I remember the first time I made internet friends. It was back in 1999 in the good old days of AOL Messenger and Yahoo Chats. I met a couple named Sam and Jen on a Christian chat room. We hit it off right away. With similar upbringings, interests, and conversion stories, it seemed like Sam and Jen were kindred spirits. They lived in Oregon and I in Michigan, but the distance seemed like nothing when we talked.

We eventually exchanged personal information, and after a few months, Sam and Jen went on a cross-country road trip and came to visit me in Michigan. I still remember how excited I was when they walked into the gas station I was working at to surprise me at work. My boss let me go outside so we could take pictures together. After I got off work, we spent the rest of the day hanging out before they continued their road trip. I eventually lost contact with Sam and Jen, but I still have the picture of us together buried somewhere in one of my old photo albums. It was a fun memory at the dawn of the internet age.

The Early Days of Online Friendships

However, when I told my real-life acquaintances about Sam and Jen, there was a sense of suspicion. “You have friends on the computer? Don’t you think that’s a bit weird?” “You’re just meeting up with these random people from the computer…what if they are murderers?” There was this implication that online friendships were not normal or healthy—or that they were inferior to “real life” friendships.

While the internet is not as new and weird as it was in the 1990s, there is still a sense that online friendships are in a different category than in-person relationships. How we conceive of online friendships is particularly important when it comes to kids. If your children are online, chances are they have made some online friends. In my years as an online educator, I have seen a variety of parental responses to their children’s online friendships, ranging from wholescale acceptance to dismissing them as “not real.”
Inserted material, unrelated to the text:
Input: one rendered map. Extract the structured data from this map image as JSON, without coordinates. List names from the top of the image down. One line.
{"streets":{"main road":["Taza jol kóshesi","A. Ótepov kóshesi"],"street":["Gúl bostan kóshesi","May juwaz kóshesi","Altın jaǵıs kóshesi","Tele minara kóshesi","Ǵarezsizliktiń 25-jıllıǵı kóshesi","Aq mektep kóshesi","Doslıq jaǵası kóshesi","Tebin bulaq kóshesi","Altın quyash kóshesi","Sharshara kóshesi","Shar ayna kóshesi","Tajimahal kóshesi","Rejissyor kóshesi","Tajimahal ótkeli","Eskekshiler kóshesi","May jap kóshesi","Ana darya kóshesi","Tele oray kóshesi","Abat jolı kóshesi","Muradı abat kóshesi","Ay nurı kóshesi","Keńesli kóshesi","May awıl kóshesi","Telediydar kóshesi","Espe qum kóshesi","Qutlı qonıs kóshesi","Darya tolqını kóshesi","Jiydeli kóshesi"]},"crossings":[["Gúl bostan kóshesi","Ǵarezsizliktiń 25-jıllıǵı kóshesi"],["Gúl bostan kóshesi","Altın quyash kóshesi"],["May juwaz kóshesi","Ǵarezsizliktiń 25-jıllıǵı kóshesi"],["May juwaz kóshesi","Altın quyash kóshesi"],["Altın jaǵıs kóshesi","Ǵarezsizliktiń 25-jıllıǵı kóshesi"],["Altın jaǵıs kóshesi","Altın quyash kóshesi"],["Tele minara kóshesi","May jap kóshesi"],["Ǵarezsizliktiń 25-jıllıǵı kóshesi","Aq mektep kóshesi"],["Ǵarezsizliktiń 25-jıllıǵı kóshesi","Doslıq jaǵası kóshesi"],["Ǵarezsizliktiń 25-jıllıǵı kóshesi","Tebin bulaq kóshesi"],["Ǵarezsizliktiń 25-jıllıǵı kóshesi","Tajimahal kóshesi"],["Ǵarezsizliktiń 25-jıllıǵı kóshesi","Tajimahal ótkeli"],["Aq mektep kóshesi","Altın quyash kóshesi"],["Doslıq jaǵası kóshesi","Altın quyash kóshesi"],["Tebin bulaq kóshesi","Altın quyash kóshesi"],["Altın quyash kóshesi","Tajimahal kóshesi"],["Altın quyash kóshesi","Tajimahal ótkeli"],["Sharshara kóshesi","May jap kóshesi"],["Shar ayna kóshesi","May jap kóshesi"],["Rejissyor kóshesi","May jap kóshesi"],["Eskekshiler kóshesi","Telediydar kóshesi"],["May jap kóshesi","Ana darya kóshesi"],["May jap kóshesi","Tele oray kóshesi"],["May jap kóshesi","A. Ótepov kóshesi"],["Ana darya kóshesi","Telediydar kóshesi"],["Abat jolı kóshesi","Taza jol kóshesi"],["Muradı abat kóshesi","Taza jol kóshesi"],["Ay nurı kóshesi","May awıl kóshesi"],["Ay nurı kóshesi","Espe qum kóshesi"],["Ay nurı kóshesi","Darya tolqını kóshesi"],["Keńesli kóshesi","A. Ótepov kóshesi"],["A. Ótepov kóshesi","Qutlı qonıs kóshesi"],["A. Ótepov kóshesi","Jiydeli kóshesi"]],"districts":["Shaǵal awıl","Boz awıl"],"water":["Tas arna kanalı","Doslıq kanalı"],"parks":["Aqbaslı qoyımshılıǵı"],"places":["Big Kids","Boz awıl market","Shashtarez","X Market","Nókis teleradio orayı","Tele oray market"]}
In this article, I will argue that online friendships are real friendships that can be as significant as in-person friendships, especially for young people.

A World of Connections

We all know that the digital age is a mixed bag, with many benefits and deficits whose social impact is still being assessed. Even so, I think one thing we all enjoy about digital platforms is their ability to break down geographical barriers, allowing people to connect with others who share their interests, regardless of location.

This is quite important to young people, who are able to form niche communities based on their hobbies and interests. On the Homeschool Connections student Cafe, for example, I frequently see kids congregating around things like online gaming, certain fandoms, and hobby groups. There are writing groups, clubs dedicated to chess, music appreciation groups, and everything you could imagine. This kind of thing is especially important for kids in remote locations or those who, for whatever reason, do not have a peer group in their location. It helps them realize they are not as isolated as they may sometimes feel. These online connections are thus very important for the young people who invest in them, giving them a sense of peer community they may struggle to develop elsewhere.

But Are Online Friendships “Real”?

While expanding one’s social circle is a benefit of online relationships, people often question the depth and authenticity of these friendships. Are online friendships “real”? How could it be possible to develop the bonds of friendship without physical presence?

Obviously, online relationships can be ephemeral. We will all meet thousands of people in our lives through many avenues, and only a fraction of them will become friends. But most of us also know that real friendships can pop up from anywhere. We’ve all had the experience of having some random encounter blossom into a rich friendship. It is helpful to consider what constitutes a “real” friendship. Is physical presence a necessary component of a “real” friendship? When most of us consider what makes a good friend, do we not consider things like shared experience, emotional support, and mutual respect? Ultimately, these intangible aspects of friendship mean the most to us. These can indeed be cultivated through online interactions without any physical presence.

These qualities are essential to any friendship, but even more so for young people, who are still forming a sense of self and thrive on the emotional support offered by their friends. For young people, these intangible qualities of friendship are far more important than physical presence. Online friendships can thus even be more important to young people than to adults.

The Blurring Line Between Online and Offline

Whether we like it or not, online friendships are becoming an increasingly prevalent part of our social lives. When I first started making online friends in 1999, there was a sharp distinction between online and offline friendships. Today, the advance of communication technology is increasingly blurring this distinction. For example, when I met Sam and Jen online, the chat rooms did not allow for the exchange of photos, so I had no idea what they even looked like until the day they walked into my workplace. But today’s technology allows all sorts of opportunities for online interactions to become more personal.

Messaging apps like WhatsApp, Google Chats, and Facebook Messenger allow the sharing of video and audio files, so people can see and hear each other. When my son plays online video games with his friends, they talk to each other in real time over headsets as they collaborate in the game. Video calls, FaceTime, and gathering in Zoom rooms or Discord servers allow a variety of options for visual communication. In short, online friendships today have the capacity to become vastly more personal than they did when I was young.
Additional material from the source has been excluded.